Why is she taking a dump in that bucket?  :hug:: I'm sorry....that is seriously what I thought when I saw that. Not a very sex pose for her.


----------



## Trever1t (Feb 9, 2011)

I love the model but dislike the shadows in the first otherwise great pic. The second pose I just don't like but the lighting is better....still a little shadow.


----------



## cnutco (Feb 9, 2011)

Trever1t said:


> I love the model but dislike the shadows in the first otherwise great pic. The second pose I just don't like but the lighting is better....still a little shadow.



Couldn't agree more!


----------



## wlbphoto (Feb 9, 2011)

^^ what they said , but model is  hot BTW:greenpbl::thumbup::er:


----------



## thingsIsee (Feb 9, 2011)

First pose is good but the back ground is way to busy and as mentioned the shadows.
Second well the lighting is better, but not by much.


----------



## Robin Usagani (Feb 9, 2011)

nice location..  more?


----------



## kundalini (Feb 9, 2011)

Lovely model and interesting location.

#1:
The pose - She is very square to the camera. This causes a static look and offers very little personality for the viewer. She is in much the 2x4 pose, as in stiff as a board. There is no angles or lines from the body to generate much visual interest although you can detect a slight attempt by her ess curve from the hips to head. This would have been extended had she tilted her head to her high shoulder (feminine position). However, the straight arms and legs negate the essence of the female form...... curves. As with the shoulders, you should also avoid having the back of a woman's hands square to the camera, a side view is much prefered. The smile is slightly excessive and causing additional smile lines that are not flattering.
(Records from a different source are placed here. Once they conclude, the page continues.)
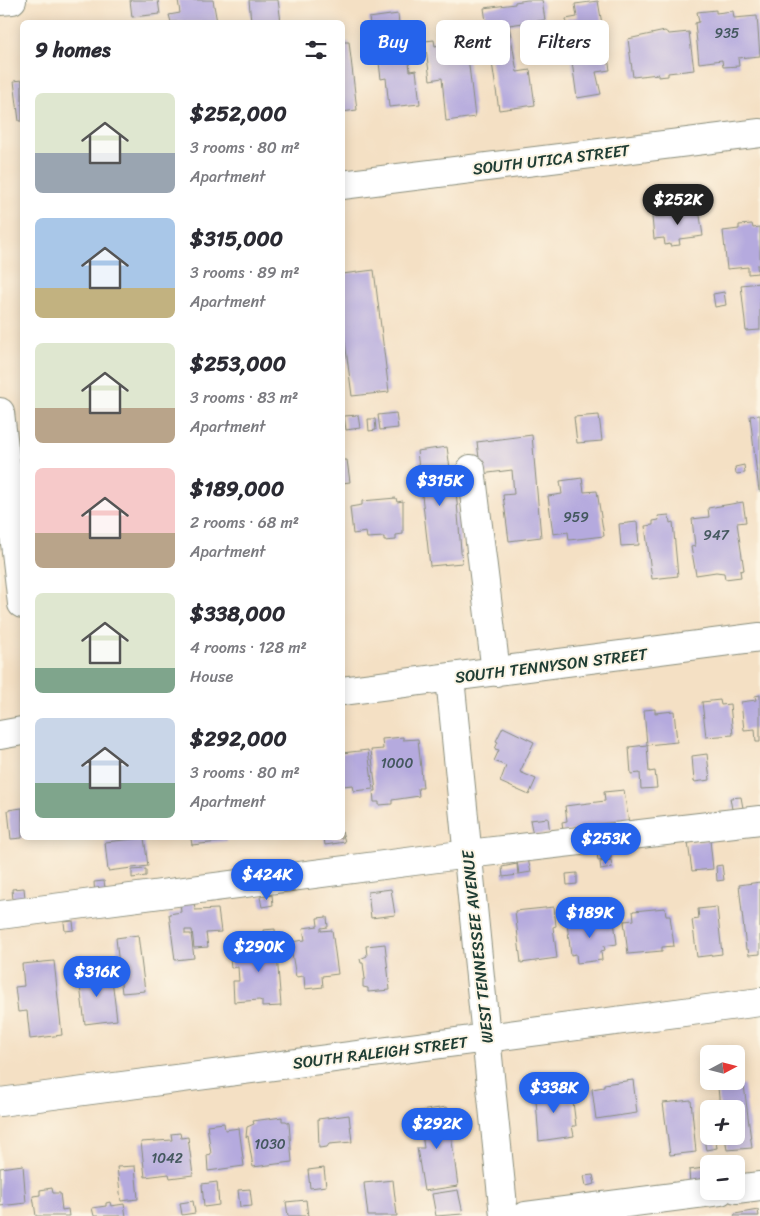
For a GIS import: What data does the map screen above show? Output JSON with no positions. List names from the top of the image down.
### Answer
{
  "streets": {
    "street": [
      "SOUTH UTICA STREET",
      "SOUTH TENNYSON STREET",
      "WEST TENNESSEE AVENUE",
      "SOUTH RALEIGH STREET"
    ]
  },
  "crossings": [
    ["SOUTH TENNYSON STREET", "WEST TENNESSEE AVENUE"],
    ["WEST TENNESSEE AVENUE", "SOUTH RALEIGH STREET"]
  ],
  "house_numbers": [
    "935",
    "959",
    "947",
    "1000",
    "1030",
    "1042"
  ],
  "north": "right",
  "page": {
    "chip": ["Buy", "Rent", "Filters"],
    "heading": "9 homes",
    "list": [
      {
        "name": "$252,000",
        "note": "3 rooms · 80 m² · Apartment"
      },
      {
        "name": "$315,000",
        "note": "3 rooms · 89 m² · Apartment"
      },
      {
        "name": "$253,000",
        "note": "3 rooms · 83 m² · Apartment"
      },
      {
        "name": "$189,000",
        "note": "2 rooms · 68 m² · Apartment"
      },
      {
        "name": "$338,000",
        "note": "4 rooms · 128 m² · House"
      },
      {
        "name": "$292,000",
        "note": "3 rooms · 80 m² · Apartment"
      }
    ],
    "price": [
      "$252K",
      "$315K",
      "$253K",
      "$424K",
      "$189K",
      "$290K",
      "$316K",
      "$338K",
      "$292K"
    ],
    "map_buttons": ["+", "−"]
  }
}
The setting - While this is an interesting background from what can be seen, it is entirely too busy and completely uncomplimentary to her outfit. It looks like The Crayola Company vomited. A better approach IMO would be to have her in solid colors as she would stand apart from the background. Additionally, had she been 6 to 8 feet in front of the vehicle, you could open the aperture and thrown the background blurred, further making her the absolute subject.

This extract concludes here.